Kirsty Ross (Piquette) was a provincial district agriculturist in the mid-1980s when she started to look for another option to add to the area’s crops and generate more cash flow for farmers.
“Kirsty became a visionary for the pulse industry in northeast Alberta,” said incoming Alberta Pulse chair Don Shepert, who farms at St. Brides. “She introduced a new crop that had no history in the area. She persevered through the use of grower groups to advance the crop to a place of prominence in rotations in our area.”
Ross organized field trials after becoming intrigued by the nitrogen cycle and nutrients that pulses provide to the soil.
But it was a make-do effort, she said, in accepting the award at Alberta Pulse’s recent AGM.
“I didn’t have access to plot equipment in those days, so it was really whatever drill and harvest equipment that someone was kind enough to let me use,” she said. “Those were the days — if any of you remember — of trapper peas with the nine-foot vines that wrapped around everything.
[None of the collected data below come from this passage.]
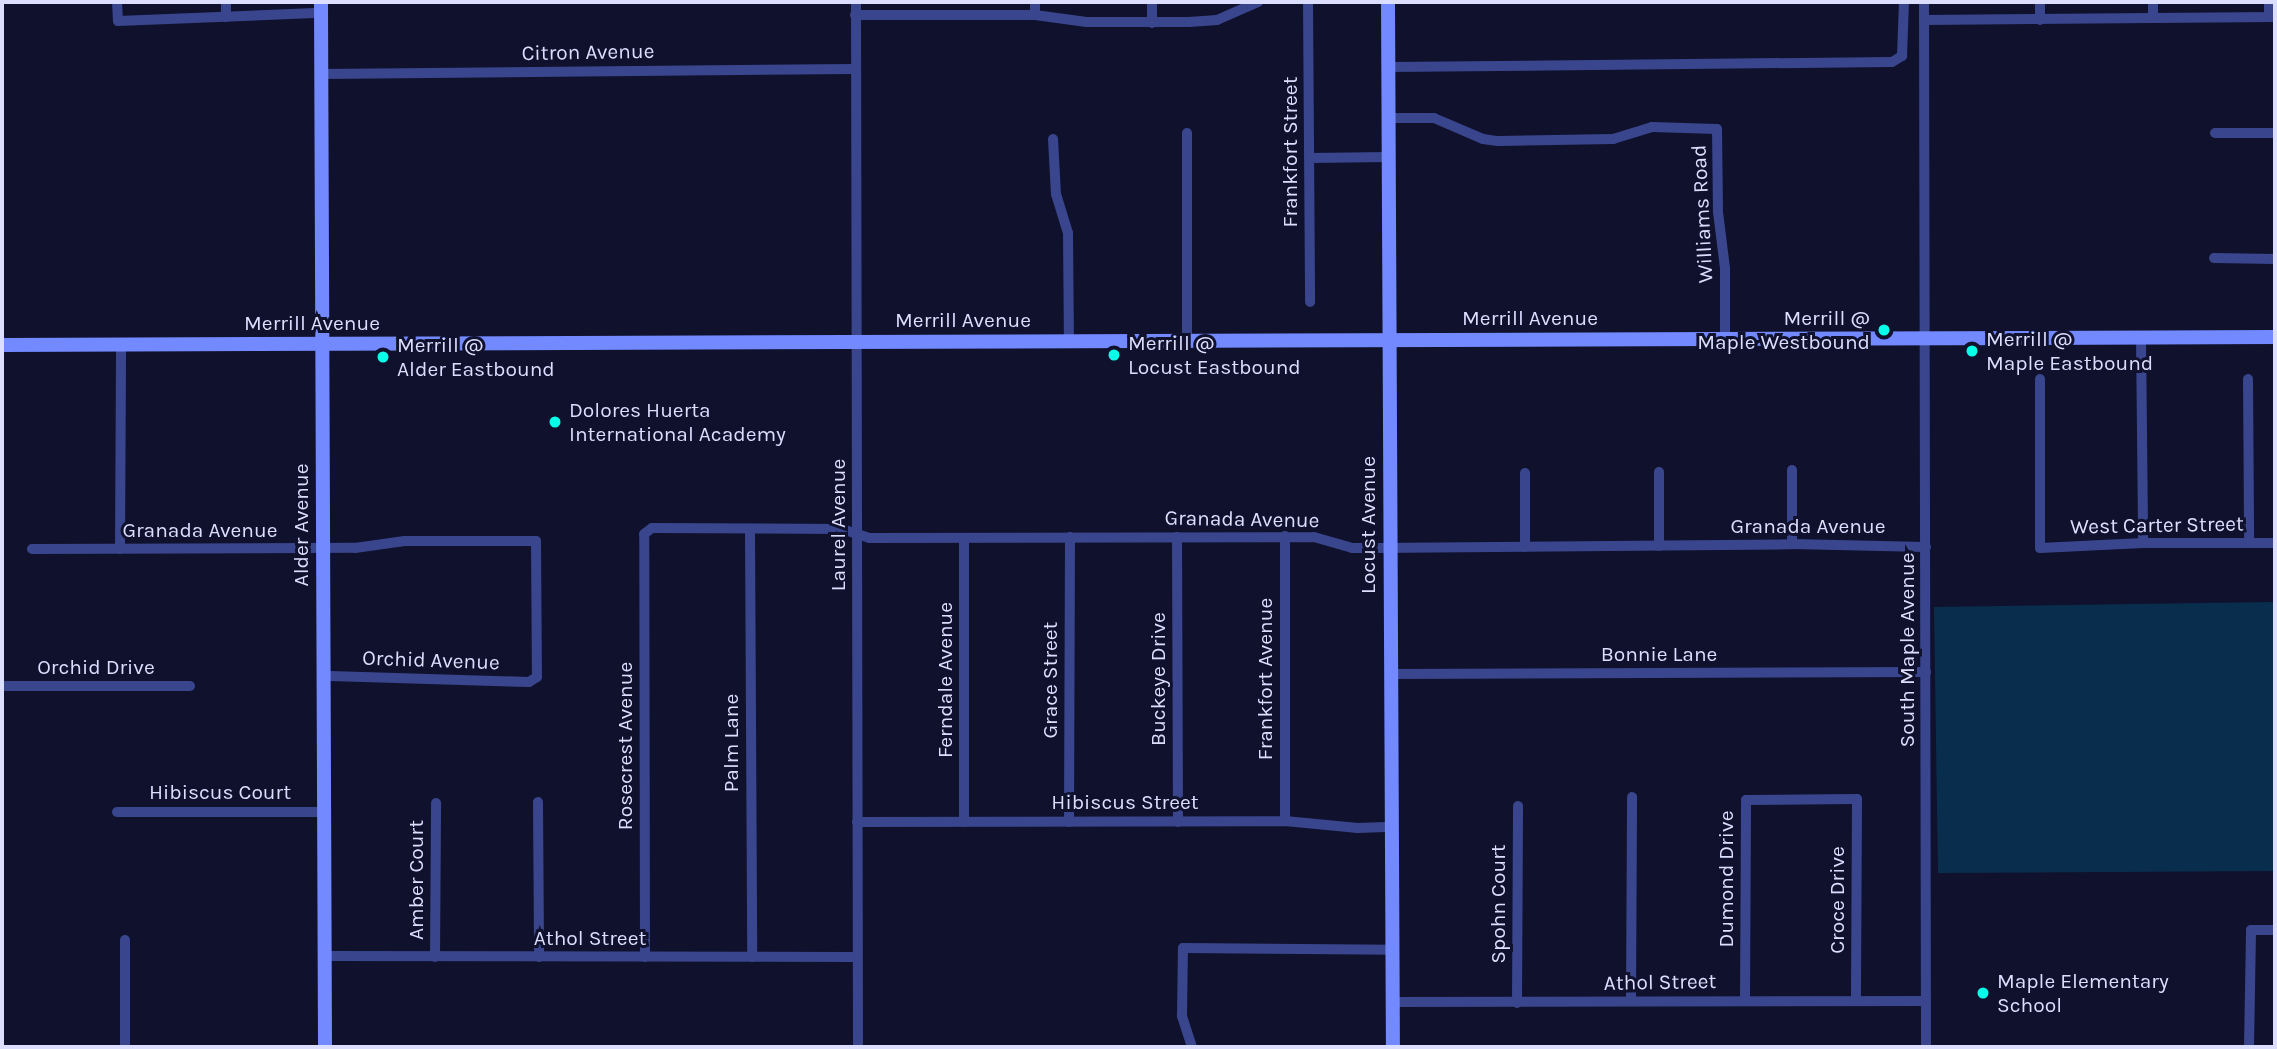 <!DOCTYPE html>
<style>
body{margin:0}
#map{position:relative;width:2277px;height:1049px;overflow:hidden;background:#10112c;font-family:Karla,sans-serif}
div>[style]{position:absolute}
.water>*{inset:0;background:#092e4d}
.street>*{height:10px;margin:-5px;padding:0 5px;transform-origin:5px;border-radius:5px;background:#39468d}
.secondary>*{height:14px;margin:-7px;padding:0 7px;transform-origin:7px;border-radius:7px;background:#7289ff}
.dots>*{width:19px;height:19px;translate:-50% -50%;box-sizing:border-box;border:4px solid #10112c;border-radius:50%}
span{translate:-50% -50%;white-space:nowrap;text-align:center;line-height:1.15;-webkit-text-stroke:6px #10112c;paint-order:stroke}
.street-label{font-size:21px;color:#dbdeff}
.poi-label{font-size:21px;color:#dbdeff}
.right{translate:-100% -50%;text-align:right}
.left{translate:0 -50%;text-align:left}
.frame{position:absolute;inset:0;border:4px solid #dbdeff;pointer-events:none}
</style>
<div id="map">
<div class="water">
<div style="clip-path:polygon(2275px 602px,2275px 871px,1938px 873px,1934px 607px)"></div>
</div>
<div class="street">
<div style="left:117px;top:2px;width:19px;rotate:87deg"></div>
<div style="left:118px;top:21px;width:203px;rotate:-2.3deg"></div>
<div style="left:856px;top:2px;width:1045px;rotate:89.89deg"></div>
<div style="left:1035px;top:2px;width:13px;rotate:90deg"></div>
<div style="left:1308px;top:2px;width:300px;rotate:89.6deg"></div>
<div style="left:1924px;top:2px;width:1045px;rotate:89.89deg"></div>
<div style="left:2040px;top:2px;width:18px;rotate:90deg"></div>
<div style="left:2153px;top:2px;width:16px;rotate:90deg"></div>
<div style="left:2269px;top:2px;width:15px;rotate:90deg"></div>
<div style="left:855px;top:15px;width:180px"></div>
<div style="left:1035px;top:15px;width:52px;rotate:7.7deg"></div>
<div style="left:1087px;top:22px;width:102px"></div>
<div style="left:1189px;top:22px;width:28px;rotate:-4deg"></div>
<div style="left:1217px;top:20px;width:45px;rotate:-23.7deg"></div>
<div style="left:226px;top:17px;width:15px;rotate:-90deg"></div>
<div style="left:1924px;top:20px;width:351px;rotate:-0.5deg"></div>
<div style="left:1152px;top:23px;width:21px;rotate:-90deg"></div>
<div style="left:1389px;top:67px;width:503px;rotate:-0.57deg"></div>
<div style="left:1892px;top:62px;width:12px;rotate:-31deg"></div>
<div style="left:1902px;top:56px;width:54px;rotate:-87.9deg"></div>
<div style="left:321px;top:74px;width:534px;rotate:-0.54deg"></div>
<div style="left:1389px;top:118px;width:45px"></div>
<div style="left:1434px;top:118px;width:53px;rotate:23.2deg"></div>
<div style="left:1483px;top:139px;width:15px;rotate:8deg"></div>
<div style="left:1498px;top:141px;width:115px;rotate:-1deg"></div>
<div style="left:1613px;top:139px;width:41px;rotate:-17.1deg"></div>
<div style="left:1652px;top:127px;width:65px;rotate:1.8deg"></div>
<div style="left:1717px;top:129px;width:83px;rotate:89.3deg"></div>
<div style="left:1718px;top:212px;width:56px;rotate:82.9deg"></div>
<div style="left:1725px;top:268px;width:71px;rotate:90deg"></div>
<div style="left:1187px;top:133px;width:207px;rotate:90deg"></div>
<div style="left:2215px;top:133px;width:60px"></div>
<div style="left:1053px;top:139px;width:55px;rotate:86.9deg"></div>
<div style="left:1056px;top:194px;width:41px;rotate:72.9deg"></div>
<div style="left:1068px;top:233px;width:108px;rotate:89.5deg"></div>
<div style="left:1309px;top:158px;width:81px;rotate:-0.7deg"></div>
<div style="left:2214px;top:258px;width:61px;rotate:0.9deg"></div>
<div style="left:2141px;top:337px;width:206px;rotate:89.4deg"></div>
<div style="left:2040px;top:379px;width:169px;rotate:90deg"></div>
<div style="left:2040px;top:548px;width:103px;rotate:-2.8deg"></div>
<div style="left:2143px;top:543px;width:132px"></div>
<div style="left:2248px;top:379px;width:163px;rotate:89.6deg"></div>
<div style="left:1792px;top:470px;width:74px;rotate:90deg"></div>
<div style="left:1659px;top:472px;width:74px;rotate:90deg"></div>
<div style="left:1525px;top:473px;width:74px;rotate:90deg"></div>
<div style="left:750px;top:529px;width:428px;rotate:89.7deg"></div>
<div style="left:1177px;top:537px;width:285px;rotate:89.8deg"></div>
<div style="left:32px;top:549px;width:323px;rotate:-0.2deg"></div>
<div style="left:355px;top:548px;width:50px;rotate:-8deg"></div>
<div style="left:405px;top:541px;width:131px"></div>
<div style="left:536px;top:541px;width:136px;rotate:89.6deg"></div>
<div style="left:537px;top:677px;width:9px;rotate:148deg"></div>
<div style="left:529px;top:682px;width:207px;rotate:-178.3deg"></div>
<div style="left:120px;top:549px;width:204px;rotate:-89.7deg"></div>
<div style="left:1392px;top:674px;width:534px;rotate:-0.21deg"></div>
<div style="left:2px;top:686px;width:188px"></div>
<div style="left:538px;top:802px;width:155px;rotate:89.6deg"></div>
<div style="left:117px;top:812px;width:207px"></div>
<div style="left:1285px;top:821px;width:285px;rotate:-90deg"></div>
<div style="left:857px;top:822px;width:428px;rotate:-0.1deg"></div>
<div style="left:1285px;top:821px;width:73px;rotate:5.5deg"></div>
<div style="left:1358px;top:828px;width:34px;rotate:-2deg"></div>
<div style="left:964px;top:822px;width:284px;rotate:-90deg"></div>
<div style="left:1069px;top:822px;width:285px;rotate:-89.8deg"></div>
<div style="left:324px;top:956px;width:533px;rotate:0.11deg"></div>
<div style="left:435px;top:957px;width:154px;rotate:-89.6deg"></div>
<div style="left:645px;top:957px;width:423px;rotate:-90.1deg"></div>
<div style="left:644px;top:534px;width:10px;rotate:-37deg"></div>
<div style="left:652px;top:528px;width:190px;rotate:0.3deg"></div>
<div style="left:842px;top:529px;width:28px;rotate:18deg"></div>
<div style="left:869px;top:538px;width:445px;rotate:-0.1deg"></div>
<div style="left:1314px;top:537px;width:40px;rotate:16deg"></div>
<div style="left:1352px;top:548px;width:23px"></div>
<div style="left:1375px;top:548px;width:417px;rotate:-0.5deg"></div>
<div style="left:1792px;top:544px;width:134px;rotate:1.3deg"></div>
<div style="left:1745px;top:1000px;width:200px;rotate:-89.7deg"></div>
<div style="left:1746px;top:800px;width:111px;rotate:-0.5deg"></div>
<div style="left:1857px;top:799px;width:201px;rotate:90.3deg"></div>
<div style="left:1631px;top:1001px;width:204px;rotate:-89.7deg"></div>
<div style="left:1394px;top:1002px;width:532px;rotate:-0.11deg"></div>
<div style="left:1517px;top:1003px;width:197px;rotate:-89.7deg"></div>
<div style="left:125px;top:1047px;width:107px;rotate:-90deg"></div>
<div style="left:1192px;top:1047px;width:33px;rotate:-108deg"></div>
<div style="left:1182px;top:1016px;width:68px;rotate:-89.2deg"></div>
<div style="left:1183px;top:948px;width:211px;rotate:0.5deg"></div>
<div style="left:2249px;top:1047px;width:117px;rotate:-89deg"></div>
<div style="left:2251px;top:930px;width:24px"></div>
</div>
<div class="secondary">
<div style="left:321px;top:2px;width:1045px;rotate:89.78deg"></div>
<div style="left:1388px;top:2px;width:1045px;rotate:89.73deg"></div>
<div style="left:2px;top:345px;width:2273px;rotate:-0.2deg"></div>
</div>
<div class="dots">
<div style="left:1884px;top:330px;background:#07ffe9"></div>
<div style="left:1972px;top:351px;background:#07ffe9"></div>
<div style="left:1114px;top:355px;background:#07ffe9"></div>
<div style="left:383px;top:357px;background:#07ffe9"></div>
<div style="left:555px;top:422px;background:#07ffe9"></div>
<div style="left:1983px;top:993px;background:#07ffe9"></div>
</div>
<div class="street-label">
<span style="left:588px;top:52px;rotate:-1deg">Citron Avenue</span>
<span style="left:1290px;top:152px;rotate:-90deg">Frankfort Street</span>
<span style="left:1702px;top:214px;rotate:-93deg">Williams Road</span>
<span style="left:1530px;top:318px">Merrill Avenue</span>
<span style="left:963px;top:320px">Merrill Avenue</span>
<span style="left:312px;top:323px">Merrill Avenue</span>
<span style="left:1242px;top:519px;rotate:1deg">Granada Avenue</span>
<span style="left:301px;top:525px;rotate:-90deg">Alder Avenue</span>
<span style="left:838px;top:525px;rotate:-90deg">Laurel Avenue</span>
<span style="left:1368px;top:525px;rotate:-90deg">Locust Avenue</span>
<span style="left:2157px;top:525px;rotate:-1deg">West Carter Street</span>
<span style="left:1808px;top:526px">Granada Avenue</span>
<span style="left:200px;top:530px">Granada Avenue</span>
<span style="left:1907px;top:650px;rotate:-90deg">South Maple Avenue</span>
<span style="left:1659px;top:654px">Bonnie Lane</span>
<span style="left:431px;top:660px;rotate:2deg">Orchid Avenue</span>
<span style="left:96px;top:667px">Orchid Drive</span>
<span style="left:1158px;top:679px;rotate:-90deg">Buckeye Drive</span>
<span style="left:1265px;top:679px;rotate:-90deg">Frankfort Avenue</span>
<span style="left:945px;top:680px;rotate:-90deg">Ferndale Avenue</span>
<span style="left:1050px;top:680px;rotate:-90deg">Grace Street</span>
<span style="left:731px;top:743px;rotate:-90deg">Palm Lane</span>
<span style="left:625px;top:746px;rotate:-90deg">Rosecrest Avenue</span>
<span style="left:220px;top:792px">Hibiscus Court</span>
<span style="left:1125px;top:802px">Hibiscus Street</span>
<span style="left:1726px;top:879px;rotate:-90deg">Dumond Drive</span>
<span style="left:416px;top:880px;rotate:-90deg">Amber Court</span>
<span style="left:1837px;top:900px;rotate:-90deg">Croce Drive</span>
<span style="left:1498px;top:904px;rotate:-90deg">Spohn Court</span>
<span style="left:590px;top:938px">Athol Street</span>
<span style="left:1660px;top:982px;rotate:-1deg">Athol Street</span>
</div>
<div class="poi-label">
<span class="right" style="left:1870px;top:330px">Merrill @<br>Maple Westbound</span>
<span class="left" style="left:1986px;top:351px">Merrill @<br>Maple Eastbound</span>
<span class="left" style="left:1128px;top:355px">Merrill @<br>Locust Eastbound</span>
<span class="left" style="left:397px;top:357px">Merrill @<br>Alder Eastbound</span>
<span class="left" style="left:569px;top:422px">Dolores Huerta<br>International Academy</span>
<span class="left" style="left:1997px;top:993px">Maple Elementary<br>School</span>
</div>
<div class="frame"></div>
</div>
People were looking at me like I was nuts: ‘What, we’re not growing this thing up here.’ We also used cement mixers for inoculating and there were maybe one or two herbicides that were licensed for field peas.”
At the time, the St. Paul area was home to a high concentration of hogs, and that was the original target market, she noted. Growing the field pea industry was a collaborative effort of producers, grower groups, agricultural service boards, plant breeders, and many others, she said.
“By proving the crop could be grown and marketed successfully in the area, growers became interested. It was a team effort, but I guess I was the catalyst. I was able to bring everyone together. I always wondered what else we could grow up there and peas seemed to be a great fit.”